Concerns for US Nuclear Power Post Fukushima

The Fukushima events have reveled a number legitimate questions about the safety of nuclear power in the United States. A thorough review of the safety here at home is warranted and has commenced. While I am a no body, here are my major concerns.

1. Pressure relief venting. The design of the GE Mark I initially allowed for venting into the exterior containment buildings. A recommended modification to reroute relief pressure in excess of the suppression pool capacity was proposed by GE which appears to not have been implemented in the Fukushima case, which caused the explosions damaging several buildings and also appears to have caused damage to one of the reactor main containment suppression pool structure.

2. Spent Fuel Storage Pool design may have cause greater than expected release of radiation. One of the primary reasons appears to be the design of the SFSP weir gate allowing more water leakage than expected or make up water loss for greater than expected duration. Make up water is a critical consideration that appears to have been compromised.

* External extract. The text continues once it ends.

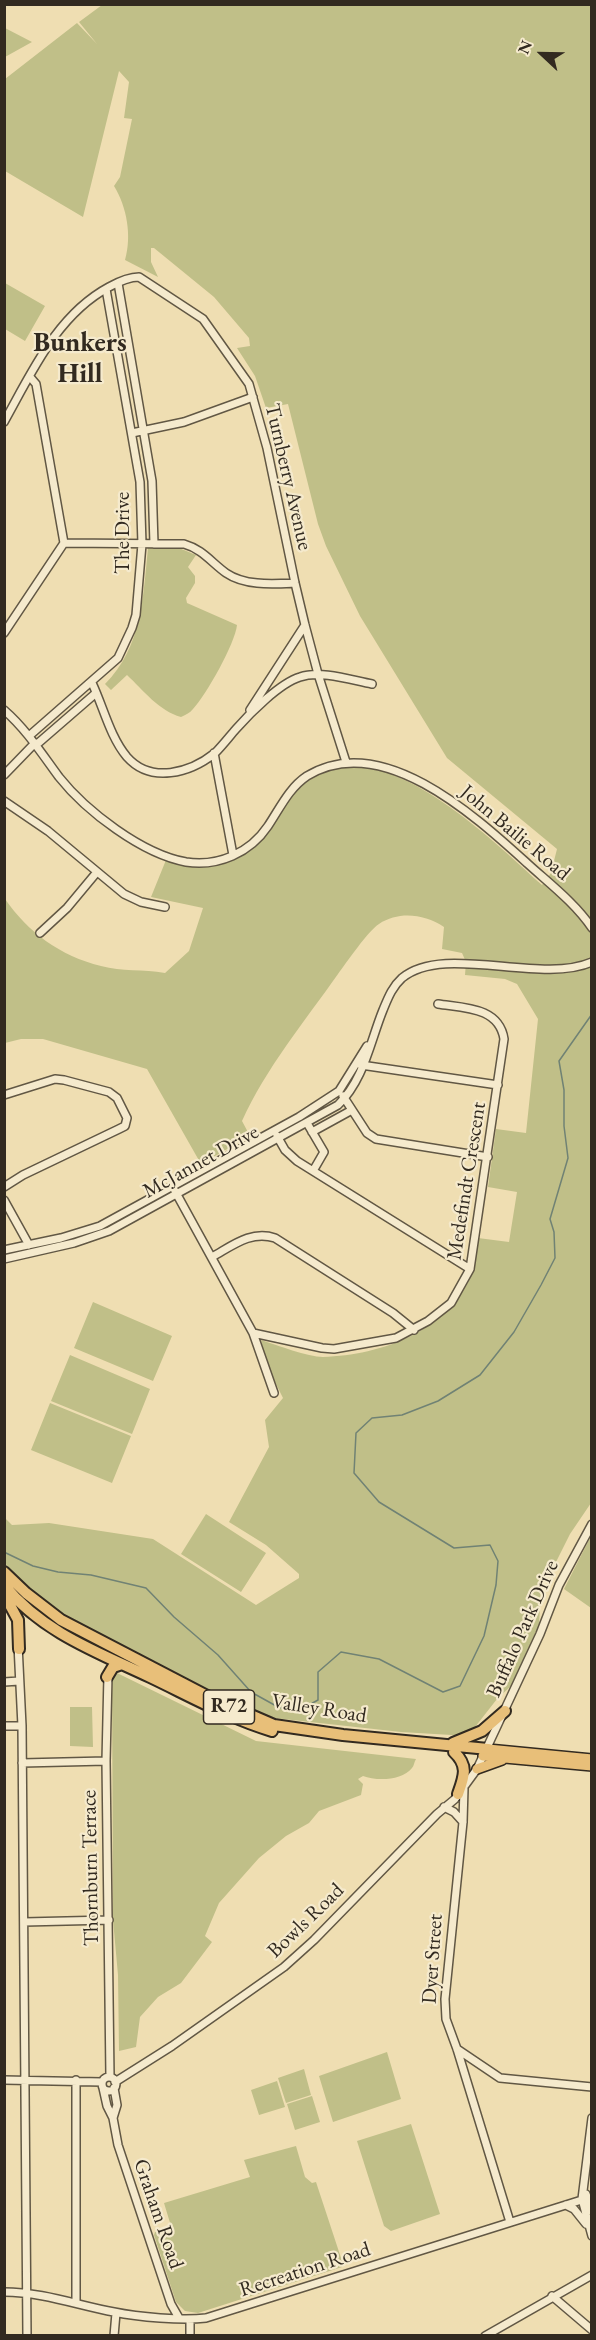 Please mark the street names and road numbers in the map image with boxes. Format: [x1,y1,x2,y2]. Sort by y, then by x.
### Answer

3. The design of the racks used in the SFSP and the spent fuel loading configuration needs to be verified. While considered an unlikely possibility, oxidation of the spent fuel rod cladding can occur and possibly spread if adequate dry pool passive ventilation is not available. Tests for the exact conditions at Fukushima have never been analyzed, only worst cases of totally dry pool conditions. The situation provides a unique opportunity to study mid-range situations assumed to be less critical than worst cases situations.

4. Due to tsunami destruction, offsite response equipment was greatly delayed and onsite equipment damage greater than expected. Availability of offsite equipment was reduced by the massive destruction caused by the combination earthquake and tsunami. Assigning proper priority of available equipment to the degree of risk appears to have been in question. Emergency response planning needs to be reviewed.

Those are the major considerations. "Real" risk in terms of released radiation needs to be clarified. Decisions by the plant control operators appear to have been influenced by less likely risks to the public resulting in greater overall risk. Plant designs allow for human error, but impact of human error can be reduced through better training.